Surface display technologies, while powerful, are subject to several limitations as follows: restricted library sizes (~109) [96], the avidity effect arising from displaying multiple copies of peptides [98], and in vivo biases during processes such as transformation and translocation [99]. In contrast, mRNA display, wherein the phenotype (i.e., peptide) is covalently connected to the genotype (i.e., mRNA) via a puromycin link, offers significant advantages by accommodating larger library sizes (~1013), facilitating display in a monomeric context, and employing a simple display scaffold (Figure 5B) [96]. For instance, Bowler et al. utilized mRNA display to screen peptide libraries (~5 × 1011) against two cancer targets including the calcium and integrin-binding protein CIB1 and the immune checkpoint protein B7-H3 [39]. In constructing the library, they utilized microbial transglutaminase, a versatile enzyme for lysine–glutamine cyclization, to generate diverse macrocyclic peptides, followed by trypsin treatment to distinguish between cyclized and non-cyclized substrates. Subsequently, they selected potent peptides through affinity selection against CIB1 and B7-H3, leading to the high-throughput discovery of specific inhibitors.
mRNA display is also instrumental in the field of post-translational enzymology. Fleming et al. applied mRNA display to study the interaction between the tailoring enzyme PaaA and approximately 34 million PaaP variants, wherein six specific sites from T6 to I11 were randomly mutated, during the biosynthesis of the antibiotic Pantocin A [49]. This technique enabled them to explore the tailoring enzyme’s substrate tolerance and the impact of various mutations on enzyme activity, enhancing their understanding of peptide–protein interactions and the synthesis of novel RiPPs. Recent advances in computer science have opened a new era to predict biological interaction. Recently, Vinogradov et al. combined mRNA display with deep learning to investigate the substrate fitness landscapes of Ser dehydratase and YcaO cyclodehydratase involved in lactazole A biosynthesis [50]. This innovative approach generates extensive datasets from mRNA display, which are then analyzed using deep learning algorithms to predict enzymatic substrate preferences. By integrating deep learning, this platform offers a more precise mapping of catalytic preferences of tailoring enzymes, elucidating the molecular basis of cellular processes.

5.3. Two-Hybrid System

The ribosomal synthesis of RiPPs makes the two-hybrid system amenable to high-throughput screening for target proteins. This system is instrumental in detecting peptide–protein interactions in vivo by fusing the peptide/protein of interest to separate domains of a transcription factor (Figure 5C) [100]. The interaction between the peptide and the protein reconstitutes a functional transcription factor that activates a reporter gene, leading to color development or growth on selective media. Applied to RiPPs, the two-hybrid system facilitates the identification of novel tailoring enzymes essential for PTMs and RiPP candidates for drug development. Yang et al. employed a lanthipeptide library screening in an E. coli host cell through a bacterial reverse two-hybrid system based on the chimeric operator and the repressor of a bacteriophage regulatory system [53]. To identify a lanthipeptide inhibiting the critical protein–protein interaction necessary for HIV budding, they designed two fusion proteins including 434-human TSG101 UEV and P22-HIV p6. The bacteriophage proteins 434 and P22 create a functional repressor complex that inhibits the expression of reporter genes HIS3 and KanR, which is essential for cell survival on specific media. The repression depends on the p6 and UEV protein–protein interaction, where the binding of a lanthipeptide disrupts the p6-UEV interaction, conferring a growth advantage. Screening approximately 106 libraries led to the identification of a potent inhibitor, XY3-3, heralding a new era in the discovery and development of novel therapeutic agents.

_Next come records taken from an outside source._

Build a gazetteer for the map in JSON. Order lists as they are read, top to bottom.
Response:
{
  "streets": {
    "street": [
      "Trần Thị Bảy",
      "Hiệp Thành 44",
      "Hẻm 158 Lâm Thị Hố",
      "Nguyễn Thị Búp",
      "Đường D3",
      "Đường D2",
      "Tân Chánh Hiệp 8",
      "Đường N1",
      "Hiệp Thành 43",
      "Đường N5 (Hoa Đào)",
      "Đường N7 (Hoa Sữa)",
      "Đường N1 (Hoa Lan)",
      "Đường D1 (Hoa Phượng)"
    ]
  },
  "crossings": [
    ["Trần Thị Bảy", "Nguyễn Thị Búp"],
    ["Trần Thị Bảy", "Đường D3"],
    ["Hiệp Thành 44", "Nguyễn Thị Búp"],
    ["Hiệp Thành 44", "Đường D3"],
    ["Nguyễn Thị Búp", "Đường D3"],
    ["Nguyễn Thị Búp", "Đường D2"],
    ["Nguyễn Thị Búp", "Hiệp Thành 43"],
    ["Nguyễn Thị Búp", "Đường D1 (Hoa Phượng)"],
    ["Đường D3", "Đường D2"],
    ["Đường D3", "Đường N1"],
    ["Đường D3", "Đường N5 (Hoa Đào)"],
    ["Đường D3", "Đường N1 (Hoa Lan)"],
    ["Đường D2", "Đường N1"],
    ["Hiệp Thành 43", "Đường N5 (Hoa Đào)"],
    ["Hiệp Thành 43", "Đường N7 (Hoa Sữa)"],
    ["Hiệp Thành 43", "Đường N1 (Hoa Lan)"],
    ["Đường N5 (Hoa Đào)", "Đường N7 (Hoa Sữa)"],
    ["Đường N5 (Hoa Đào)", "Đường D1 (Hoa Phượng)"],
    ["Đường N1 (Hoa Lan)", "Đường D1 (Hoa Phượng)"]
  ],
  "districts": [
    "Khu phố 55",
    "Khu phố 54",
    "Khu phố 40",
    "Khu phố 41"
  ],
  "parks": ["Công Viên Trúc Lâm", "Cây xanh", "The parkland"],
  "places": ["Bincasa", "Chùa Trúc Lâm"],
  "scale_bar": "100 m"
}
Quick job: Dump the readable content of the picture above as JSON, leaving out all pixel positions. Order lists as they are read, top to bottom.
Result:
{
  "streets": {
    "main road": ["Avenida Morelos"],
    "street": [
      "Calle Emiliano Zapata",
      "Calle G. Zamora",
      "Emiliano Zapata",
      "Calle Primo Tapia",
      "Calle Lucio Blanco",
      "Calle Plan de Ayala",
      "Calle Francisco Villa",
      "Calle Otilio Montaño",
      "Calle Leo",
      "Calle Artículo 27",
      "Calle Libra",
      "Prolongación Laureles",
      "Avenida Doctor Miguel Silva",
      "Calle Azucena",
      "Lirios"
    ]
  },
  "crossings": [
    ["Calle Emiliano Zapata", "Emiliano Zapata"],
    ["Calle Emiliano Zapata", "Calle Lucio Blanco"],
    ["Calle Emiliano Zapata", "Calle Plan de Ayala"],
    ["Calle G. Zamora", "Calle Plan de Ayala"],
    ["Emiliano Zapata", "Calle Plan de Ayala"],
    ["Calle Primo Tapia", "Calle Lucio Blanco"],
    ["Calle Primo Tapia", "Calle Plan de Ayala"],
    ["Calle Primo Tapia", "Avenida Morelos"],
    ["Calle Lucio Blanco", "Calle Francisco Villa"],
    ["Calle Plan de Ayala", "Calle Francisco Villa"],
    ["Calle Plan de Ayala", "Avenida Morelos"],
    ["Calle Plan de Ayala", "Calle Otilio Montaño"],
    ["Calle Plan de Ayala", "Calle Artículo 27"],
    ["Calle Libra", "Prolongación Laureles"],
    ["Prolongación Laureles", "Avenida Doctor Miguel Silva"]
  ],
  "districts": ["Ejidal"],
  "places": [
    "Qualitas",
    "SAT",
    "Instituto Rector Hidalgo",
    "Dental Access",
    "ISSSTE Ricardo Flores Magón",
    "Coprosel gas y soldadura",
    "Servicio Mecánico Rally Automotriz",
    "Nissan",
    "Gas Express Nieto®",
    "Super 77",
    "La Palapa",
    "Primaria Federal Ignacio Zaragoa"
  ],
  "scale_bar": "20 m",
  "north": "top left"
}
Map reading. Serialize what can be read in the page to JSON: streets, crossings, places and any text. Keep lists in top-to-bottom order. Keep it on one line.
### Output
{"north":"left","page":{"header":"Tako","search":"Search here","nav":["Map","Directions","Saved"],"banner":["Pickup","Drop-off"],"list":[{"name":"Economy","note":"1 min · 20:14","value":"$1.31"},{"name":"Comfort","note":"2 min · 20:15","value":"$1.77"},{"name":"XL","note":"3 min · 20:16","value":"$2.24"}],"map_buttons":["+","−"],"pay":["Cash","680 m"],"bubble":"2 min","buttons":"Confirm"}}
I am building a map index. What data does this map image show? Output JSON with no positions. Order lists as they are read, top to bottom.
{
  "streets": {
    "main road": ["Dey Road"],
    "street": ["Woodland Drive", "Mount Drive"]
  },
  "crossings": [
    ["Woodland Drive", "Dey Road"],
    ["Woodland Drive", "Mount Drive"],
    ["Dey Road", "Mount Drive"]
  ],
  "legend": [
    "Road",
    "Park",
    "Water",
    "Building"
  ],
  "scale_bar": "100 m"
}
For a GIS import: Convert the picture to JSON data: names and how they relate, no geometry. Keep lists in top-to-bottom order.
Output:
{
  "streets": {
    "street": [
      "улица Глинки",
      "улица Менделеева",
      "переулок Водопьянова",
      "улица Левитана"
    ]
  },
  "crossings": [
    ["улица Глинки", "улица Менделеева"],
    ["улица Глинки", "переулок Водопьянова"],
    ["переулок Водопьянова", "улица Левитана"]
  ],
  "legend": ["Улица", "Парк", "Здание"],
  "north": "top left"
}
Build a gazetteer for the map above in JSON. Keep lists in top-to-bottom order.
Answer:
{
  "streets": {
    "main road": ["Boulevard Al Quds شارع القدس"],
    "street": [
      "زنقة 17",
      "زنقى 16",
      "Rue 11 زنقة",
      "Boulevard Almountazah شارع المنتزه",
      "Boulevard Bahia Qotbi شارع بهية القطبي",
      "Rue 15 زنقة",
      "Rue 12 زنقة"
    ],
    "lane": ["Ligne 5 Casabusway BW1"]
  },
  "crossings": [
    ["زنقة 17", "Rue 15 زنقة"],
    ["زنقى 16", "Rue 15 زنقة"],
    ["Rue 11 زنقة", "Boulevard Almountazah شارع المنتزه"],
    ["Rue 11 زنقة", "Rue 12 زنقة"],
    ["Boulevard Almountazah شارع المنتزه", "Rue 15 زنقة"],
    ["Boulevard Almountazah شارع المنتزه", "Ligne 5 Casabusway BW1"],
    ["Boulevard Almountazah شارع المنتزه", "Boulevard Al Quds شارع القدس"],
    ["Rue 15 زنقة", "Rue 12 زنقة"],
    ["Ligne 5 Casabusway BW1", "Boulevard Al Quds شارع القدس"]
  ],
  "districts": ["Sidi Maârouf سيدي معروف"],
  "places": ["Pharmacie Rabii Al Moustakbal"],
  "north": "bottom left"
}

5.4. Intein-Based Genetic Circuit

On the other hand, King et al. leveraged a split intein system for in vivo detection of protein–protein interactions, addressing the challenge of identifying peptides that bind to “undruggable” targets without predefined binding sites [51]. Inteins are protein segments capable of excising themselves and ligating the remaining proteins into a new protein through protein splicing. By constructing two chimeric proteins comprising the σ factorN (N-terminal domain)-NpuN-bait and RiPP-NpuC (C-terminal domain)-σ factorC, they converted peptide–protein binding events into the transcription of reporter genes such as GFP and luciferase through a genetic circuit (Figure 5D). Utilizing E. coli as the host, this system tested 108 RiPP variants simultaneously, significantly surpassing traditional methods in throughput and specificity. By using the SARS-CoV Spike receptor-binding domain as bait, this approach identified AMK-1057, a probable therapeutic against the SARS-CoV-2 virus, underscoring its potential as a powerful tool for drug discovery based on synthetic biology and offering a promising outlook for targeting proteins previously considered undruggable.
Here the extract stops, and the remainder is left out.